* [EXERCISE DETAILS]: Copy out, from the entries below, each line holding the string "stream".

--- ENTRIES PROVIDED Enclosed Below ---

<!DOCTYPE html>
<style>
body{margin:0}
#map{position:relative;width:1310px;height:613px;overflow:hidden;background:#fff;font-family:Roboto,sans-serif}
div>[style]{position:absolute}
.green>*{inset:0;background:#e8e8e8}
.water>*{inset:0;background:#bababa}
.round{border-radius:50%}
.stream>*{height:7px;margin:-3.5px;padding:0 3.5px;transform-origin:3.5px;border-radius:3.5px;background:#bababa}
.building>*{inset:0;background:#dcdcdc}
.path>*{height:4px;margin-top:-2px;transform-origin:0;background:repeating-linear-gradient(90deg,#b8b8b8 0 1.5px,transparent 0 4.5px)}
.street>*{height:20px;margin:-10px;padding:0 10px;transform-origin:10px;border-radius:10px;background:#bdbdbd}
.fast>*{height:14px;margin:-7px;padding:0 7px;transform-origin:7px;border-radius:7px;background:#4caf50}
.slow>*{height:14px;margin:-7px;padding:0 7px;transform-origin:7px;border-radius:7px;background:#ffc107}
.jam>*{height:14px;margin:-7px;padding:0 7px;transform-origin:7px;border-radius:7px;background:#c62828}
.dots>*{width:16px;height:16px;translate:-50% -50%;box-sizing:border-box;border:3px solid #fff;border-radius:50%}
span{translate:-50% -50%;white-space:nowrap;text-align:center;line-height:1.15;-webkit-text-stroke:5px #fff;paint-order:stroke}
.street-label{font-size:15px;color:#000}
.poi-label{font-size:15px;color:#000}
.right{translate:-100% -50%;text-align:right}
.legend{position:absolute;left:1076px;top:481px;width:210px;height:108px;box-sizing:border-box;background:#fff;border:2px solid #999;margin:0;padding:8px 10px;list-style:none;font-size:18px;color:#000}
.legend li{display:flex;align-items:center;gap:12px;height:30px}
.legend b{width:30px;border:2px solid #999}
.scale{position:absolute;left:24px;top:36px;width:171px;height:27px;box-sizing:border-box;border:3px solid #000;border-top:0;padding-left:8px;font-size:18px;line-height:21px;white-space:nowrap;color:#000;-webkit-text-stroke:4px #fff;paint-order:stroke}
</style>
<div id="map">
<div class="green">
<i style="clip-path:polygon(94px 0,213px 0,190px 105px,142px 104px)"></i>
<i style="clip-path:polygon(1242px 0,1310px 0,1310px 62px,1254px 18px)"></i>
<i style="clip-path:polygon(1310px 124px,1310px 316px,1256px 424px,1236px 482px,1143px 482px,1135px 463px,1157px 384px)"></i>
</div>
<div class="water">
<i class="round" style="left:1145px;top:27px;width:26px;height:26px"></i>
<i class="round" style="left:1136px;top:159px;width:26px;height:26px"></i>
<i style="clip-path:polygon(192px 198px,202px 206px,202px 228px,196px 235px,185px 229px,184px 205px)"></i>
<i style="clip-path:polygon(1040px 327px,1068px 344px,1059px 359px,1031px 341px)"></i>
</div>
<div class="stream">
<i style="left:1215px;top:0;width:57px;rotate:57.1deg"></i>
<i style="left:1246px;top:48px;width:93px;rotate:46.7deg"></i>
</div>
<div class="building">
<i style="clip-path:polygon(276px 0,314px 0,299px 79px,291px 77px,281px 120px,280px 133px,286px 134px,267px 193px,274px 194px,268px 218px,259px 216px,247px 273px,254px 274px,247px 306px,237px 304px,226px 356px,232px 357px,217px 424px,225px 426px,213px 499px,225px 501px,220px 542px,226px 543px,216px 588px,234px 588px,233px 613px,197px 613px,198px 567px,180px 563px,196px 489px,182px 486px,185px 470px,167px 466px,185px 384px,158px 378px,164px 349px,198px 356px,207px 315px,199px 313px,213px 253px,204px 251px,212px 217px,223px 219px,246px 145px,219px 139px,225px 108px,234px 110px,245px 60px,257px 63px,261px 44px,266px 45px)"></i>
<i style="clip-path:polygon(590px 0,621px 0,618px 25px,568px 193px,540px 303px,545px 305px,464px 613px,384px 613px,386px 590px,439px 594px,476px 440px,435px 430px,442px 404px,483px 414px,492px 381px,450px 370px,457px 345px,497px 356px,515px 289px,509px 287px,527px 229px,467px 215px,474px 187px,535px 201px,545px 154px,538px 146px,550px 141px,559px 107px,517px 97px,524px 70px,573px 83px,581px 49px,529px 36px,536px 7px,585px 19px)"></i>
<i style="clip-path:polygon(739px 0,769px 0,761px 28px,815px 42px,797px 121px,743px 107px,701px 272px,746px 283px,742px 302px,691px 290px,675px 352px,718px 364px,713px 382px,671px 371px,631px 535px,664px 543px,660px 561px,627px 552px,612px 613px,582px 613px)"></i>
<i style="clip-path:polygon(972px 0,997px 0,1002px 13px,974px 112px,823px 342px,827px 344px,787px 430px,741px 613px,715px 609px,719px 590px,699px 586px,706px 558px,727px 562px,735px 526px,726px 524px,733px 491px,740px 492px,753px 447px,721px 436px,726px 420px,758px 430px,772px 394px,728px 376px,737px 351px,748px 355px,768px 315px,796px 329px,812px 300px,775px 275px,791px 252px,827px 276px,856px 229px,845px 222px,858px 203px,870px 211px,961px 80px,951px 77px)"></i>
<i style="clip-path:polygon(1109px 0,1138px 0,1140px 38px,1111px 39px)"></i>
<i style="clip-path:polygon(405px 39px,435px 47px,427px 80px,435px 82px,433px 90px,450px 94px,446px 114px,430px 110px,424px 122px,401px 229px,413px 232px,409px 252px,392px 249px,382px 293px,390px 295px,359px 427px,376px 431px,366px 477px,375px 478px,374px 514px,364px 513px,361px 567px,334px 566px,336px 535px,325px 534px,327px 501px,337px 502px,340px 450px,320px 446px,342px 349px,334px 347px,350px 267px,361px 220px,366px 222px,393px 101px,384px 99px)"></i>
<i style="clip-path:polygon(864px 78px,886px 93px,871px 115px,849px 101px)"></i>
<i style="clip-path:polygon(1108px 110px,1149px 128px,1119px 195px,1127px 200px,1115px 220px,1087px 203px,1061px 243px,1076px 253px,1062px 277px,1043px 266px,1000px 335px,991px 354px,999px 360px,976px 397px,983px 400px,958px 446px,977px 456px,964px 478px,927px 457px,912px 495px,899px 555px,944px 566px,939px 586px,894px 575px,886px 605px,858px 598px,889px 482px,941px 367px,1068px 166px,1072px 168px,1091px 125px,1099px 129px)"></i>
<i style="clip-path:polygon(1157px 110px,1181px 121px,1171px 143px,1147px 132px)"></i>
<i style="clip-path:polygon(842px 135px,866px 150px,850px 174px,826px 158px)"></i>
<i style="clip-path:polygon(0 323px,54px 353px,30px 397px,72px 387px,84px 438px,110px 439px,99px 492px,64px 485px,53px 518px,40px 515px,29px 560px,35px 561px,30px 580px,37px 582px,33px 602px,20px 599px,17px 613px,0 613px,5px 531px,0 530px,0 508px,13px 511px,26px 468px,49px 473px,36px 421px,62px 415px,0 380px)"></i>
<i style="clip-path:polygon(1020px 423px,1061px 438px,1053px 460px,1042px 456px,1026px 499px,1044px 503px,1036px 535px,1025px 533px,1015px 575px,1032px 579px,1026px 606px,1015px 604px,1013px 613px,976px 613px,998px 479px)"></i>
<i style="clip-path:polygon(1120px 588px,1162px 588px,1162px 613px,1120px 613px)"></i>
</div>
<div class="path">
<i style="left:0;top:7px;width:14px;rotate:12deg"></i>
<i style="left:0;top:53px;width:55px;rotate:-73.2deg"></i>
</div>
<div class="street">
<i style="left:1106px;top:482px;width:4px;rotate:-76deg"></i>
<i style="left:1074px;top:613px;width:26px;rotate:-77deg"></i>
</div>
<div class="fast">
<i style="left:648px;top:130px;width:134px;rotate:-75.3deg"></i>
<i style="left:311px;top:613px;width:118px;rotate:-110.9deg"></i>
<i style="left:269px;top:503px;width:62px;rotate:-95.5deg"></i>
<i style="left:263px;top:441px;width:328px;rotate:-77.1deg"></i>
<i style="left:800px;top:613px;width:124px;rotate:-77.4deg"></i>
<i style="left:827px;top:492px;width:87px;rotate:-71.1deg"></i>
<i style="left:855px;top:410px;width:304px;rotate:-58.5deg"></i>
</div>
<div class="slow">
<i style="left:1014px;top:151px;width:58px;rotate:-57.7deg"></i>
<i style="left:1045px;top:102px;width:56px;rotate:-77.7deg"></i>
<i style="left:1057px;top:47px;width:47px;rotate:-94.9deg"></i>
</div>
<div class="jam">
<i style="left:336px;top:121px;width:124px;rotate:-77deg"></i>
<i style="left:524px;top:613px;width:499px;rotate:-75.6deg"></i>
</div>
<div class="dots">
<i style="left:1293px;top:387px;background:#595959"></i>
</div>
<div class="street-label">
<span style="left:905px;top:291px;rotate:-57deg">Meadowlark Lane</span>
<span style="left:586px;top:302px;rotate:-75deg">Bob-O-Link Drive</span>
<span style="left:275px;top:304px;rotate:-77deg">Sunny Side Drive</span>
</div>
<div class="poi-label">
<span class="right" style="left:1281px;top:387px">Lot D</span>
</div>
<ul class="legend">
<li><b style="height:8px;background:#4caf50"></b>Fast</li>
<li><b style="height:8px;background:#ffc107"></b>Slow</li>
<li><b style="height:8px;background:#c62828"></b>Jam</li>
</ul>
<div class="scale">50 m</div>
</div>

--- End of Enclosed ENTRIES PROVIDED ---

* [TASK ANSWER]:
.stream>*{height:7px;margin:-3.5px;padding:0 3.5px;transform-origin:3.5px;border-radius:3.5px;background:#bababa}
<div class="stream">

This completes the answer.